The Government has made clear its commitment to driving £250 billion of infrastructure investment over the next few years. As we await George Osborne’s third Budget, the question on many people’s lips is how can we meet this ambitious goal whilst continuing to cut the budgetary deficit? How do we achieve growth and jobs without piling more debt on to the national balance sheet?

To address this issue, Localis has published a report, in partnership with Lloyds Banking Group, Credit Where Credit’s Due. It advocates the creation of a £30 billion National Infrastructure Bank, which would loan funds to public and private sector infrastructure projects, guarantee other banks’ loans for infrastructure projects and make direct investments. Through its sheer size, the NIB would spread risk by investing in a wide range of projects while helping to finance the bridges and roads, communication networks and energy plants that the country needs.

Although we suggest that central government should be prepared to invest its own capital (potentially via quantitative easing), we contend that pension funds could and should play the leading role in capitalising this new institution. With promising signs that a formal agreement between the Treasury and leading pension funds to deliver greater infrastructure investment is close, we argue that by following the example of Australia and Canada — where leading public and private funds invest up to 16 per cent of their assets in infrastructure — UK pension funds can not only secure attractive returns but also help provide a much needed jolt to the economy.

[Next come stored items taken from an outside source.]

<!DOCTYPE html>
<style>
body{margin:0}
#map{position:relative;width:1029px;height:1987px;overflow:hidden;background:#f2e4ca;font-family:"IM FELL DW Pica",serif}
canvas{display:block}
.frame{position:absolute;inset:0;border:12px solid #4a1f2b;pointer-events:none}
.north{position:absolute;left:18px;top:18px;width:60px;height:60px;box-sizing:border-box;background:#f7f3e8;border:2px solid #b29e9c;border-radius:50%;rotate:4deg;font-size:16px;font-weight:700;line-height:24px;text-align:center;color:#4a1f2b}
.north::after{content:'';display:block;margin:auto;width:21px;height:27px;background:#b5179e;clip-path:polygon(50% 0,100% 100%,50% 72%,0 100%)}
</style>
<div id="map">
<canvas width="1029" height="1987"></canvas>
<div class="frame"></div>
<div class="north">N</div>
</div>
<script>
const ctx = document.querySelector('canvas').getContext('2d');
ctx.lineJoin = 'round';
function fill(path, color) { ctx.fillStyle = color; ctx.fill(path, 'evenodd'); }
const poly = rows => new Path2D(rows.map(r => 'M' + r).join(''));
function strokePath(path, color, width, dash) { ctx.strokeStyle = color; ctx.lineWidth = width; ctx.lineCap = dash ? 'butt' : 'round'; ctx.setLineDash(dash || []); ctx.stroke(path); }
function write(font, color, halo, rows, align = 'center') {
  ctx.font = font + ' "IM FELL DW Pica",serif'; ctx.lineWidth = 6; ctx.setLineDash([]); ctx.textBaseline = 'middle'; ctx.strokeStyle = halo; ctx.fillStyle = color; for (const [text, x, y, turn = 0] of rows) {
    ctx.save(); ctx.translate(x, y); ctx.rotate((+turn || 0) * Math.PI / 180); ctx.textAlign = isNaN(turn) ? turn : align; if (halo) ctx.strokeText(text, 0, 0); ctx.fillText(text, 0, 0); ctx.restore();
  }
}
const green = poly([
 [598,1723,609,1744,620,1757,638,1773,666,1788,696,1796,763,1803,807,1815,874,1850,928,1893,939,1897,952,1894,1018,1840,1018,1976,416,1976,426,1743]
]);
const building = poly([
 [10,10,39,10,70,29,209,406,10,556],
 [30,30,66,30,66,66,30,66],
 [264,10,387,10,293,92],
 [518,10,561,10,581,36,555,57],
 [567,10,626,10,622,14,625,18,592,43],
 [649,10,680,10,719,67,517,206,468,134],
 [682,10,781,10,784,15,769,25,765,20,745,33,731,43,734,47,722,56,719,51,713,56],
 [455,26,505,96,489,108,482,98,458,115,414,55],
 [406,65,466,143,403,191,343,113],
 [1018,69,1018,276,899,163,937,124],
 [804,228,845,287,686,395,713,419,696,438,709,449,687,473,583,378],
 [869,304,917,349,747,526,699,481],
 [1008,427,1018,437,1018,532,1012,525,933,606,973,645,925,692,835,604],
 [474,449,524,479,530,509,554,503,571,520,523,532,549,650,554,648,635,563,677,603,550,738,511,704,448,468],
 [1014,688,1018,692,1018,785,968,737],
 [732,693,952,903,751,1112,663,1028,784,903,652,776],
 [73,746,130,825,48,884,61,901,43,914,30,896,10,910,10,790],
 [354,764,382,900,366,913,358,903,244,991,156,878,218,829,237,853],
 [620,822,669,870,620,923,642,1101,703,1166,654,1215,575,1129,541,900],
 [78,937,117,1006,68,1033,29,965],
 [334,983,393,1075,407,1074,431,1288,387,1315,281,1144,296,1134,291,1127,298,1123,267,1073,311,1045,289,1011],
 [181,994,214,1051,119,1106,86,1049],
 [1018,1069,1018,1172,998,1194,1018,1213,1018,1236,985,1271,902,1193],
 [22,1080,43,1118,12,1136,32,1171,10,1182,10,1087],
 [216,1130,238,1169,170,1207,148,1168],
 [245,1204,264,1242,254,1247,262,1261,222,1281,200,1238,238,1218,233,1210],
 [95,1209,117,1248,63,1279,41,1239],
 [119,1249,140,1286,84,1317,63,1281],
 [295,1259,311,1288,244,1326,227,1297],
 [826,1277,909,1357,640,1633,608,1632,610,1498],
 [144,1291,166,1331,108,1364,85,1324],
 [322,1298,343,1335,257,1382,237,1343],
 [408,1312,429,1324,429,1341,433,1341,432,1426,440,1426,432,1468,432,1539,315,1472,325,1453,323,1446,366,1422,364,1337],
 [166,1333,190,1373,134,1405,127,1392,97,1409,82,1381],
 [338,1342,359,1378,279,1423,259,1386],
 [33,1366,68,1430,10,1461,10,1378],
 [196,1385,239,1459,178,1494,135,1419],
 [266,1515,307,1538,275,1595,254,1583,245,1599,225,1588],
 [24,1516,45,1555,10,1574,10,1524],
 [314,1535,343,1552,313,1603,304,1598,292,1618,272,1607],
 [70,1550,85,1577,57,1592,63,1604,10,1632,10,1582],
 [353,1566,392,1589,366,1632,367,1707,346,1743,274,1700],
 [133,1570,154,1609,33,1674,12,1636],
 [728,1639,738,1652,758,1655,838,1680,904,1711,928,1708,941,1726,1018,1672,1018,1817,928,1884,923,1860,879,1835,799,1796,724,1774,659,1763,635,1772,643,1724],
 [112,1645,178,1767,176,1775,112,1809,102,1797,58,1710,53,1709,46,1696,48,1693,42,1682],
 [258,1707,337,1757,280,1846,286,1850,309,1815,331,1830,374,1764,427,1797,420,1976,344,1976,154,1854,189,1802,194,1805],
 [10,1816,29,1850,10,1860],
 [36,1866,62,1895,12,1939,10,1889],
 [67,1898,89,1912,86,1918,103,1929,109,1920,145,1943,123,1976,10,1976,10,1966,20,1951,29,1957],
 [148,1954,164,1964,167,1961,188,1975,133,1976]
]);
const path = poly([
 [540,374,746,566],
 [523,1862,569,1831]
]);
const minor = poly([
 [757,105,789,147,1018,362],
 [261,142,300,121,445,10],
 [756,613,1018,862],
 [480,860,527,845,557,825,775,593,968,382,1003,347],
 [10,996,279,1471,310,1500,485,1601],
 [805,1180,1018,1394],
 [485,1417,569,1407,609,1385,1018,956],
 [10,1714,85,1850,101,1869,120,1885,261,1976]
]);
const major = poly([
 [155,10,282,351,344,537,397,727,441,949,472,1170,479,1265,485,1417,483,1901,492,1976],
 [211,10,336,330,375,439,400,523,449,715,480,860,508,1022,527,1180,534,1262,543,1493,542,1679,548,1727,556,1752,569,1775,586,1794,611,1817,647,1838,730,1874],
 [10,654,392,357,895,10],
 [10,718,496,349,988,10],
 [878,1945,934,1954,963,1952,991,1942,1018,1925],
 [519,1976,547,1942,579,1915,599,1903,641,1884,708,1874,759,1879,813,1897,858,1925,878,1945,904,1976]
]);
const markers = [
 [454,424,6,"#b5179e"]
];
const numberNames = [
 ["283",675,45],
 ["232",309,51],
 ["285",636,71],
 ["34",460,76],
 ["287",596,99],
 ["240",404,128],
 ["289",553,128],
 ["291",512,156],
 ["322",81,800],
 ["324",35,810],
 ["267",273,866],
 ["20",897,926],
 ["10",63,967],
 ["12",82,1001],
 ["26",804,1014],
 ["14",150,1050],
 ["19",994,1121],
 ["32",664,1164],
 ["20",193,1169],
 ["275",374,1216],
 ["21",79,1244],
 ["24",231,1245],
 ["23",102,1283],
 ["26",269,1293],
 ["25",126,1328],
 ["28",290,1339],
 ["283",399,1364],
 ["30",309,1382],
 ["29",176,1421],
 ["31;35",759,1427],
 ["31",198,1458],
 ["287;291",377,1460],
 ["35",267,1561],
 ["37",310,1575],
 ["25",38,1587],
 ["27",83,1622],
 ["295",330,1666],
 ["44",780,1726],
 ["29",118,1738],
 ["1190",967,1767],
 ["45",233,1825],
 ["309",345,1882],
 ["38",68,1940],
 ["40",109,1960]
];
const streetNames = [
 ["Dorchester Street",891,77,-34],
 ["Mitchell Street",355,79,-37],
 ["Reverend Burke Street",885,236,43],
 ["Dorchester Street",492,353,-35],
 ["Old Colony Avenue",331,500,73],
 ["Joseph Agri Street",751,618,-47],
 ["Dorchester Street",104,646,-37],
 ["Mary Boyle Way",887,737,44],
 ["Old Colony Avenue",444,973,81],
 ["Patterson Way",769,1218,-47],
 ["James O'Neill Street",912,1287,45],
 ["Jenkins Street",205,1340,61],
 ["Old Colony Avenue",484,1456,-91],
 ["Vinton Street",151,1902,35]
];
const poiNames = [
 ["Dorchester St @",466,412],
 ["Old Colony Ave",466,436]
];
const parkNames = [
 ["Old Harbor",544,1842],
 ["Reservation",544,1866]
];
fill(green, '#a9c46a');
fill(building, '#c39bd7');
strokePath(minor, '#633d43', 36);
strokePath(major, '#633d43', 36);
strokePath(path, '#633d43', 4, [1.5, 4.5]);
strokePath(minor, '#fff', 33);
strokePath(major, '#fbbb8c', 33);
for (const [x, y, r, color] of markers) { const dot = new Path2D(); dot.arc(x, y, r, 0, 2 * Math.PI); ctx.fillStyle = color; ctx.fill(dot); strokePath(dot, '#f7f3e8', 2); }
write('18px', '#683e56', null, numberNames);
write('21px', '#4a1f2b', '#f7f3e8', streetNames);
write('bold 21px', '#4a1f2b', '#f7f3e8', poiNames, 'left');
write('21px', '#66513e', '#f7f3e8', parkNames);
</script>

With Britain’s two largest private funds committing less than 3 per cent of their portfolios to infrastructure, more, it seems, can be done. The second-largest — the University Superannuation Scheme — has already indicated its commitment to invest further in domestic infrastructure, and more private funds should follow its lead. More than £10 billion of new projects could be funded if less than an additional 1 per cent of total UK pension fund assets were switched to infrastructure, which would be beneficial for the economy in both the short and long run, and also good for investors and trustees.

Public pension funds have much to gain from infrastructure investments. With up to 28 per cent of the value wiped off individual local government pension schemes between 2007 and 2009, public pension funds are reticent to invest further in what sometimes is regarded as uncharted territory. Yet with demographics moving against public funds — increasingly as much is being paid out in benefits as is coming in through contributions — there is a pressing need for them to link to more stable returns.

So it is good to see that local government schemes are upping their commitments. Essex County Council’s pension fund has doubled its investment in infrastructure since 2009-10, for example. We believe that the trend for greater use of infrastructure as an asset class will be encouraged by the creation of a National Infrastructure Bank, and we hope the Chancellor agrees.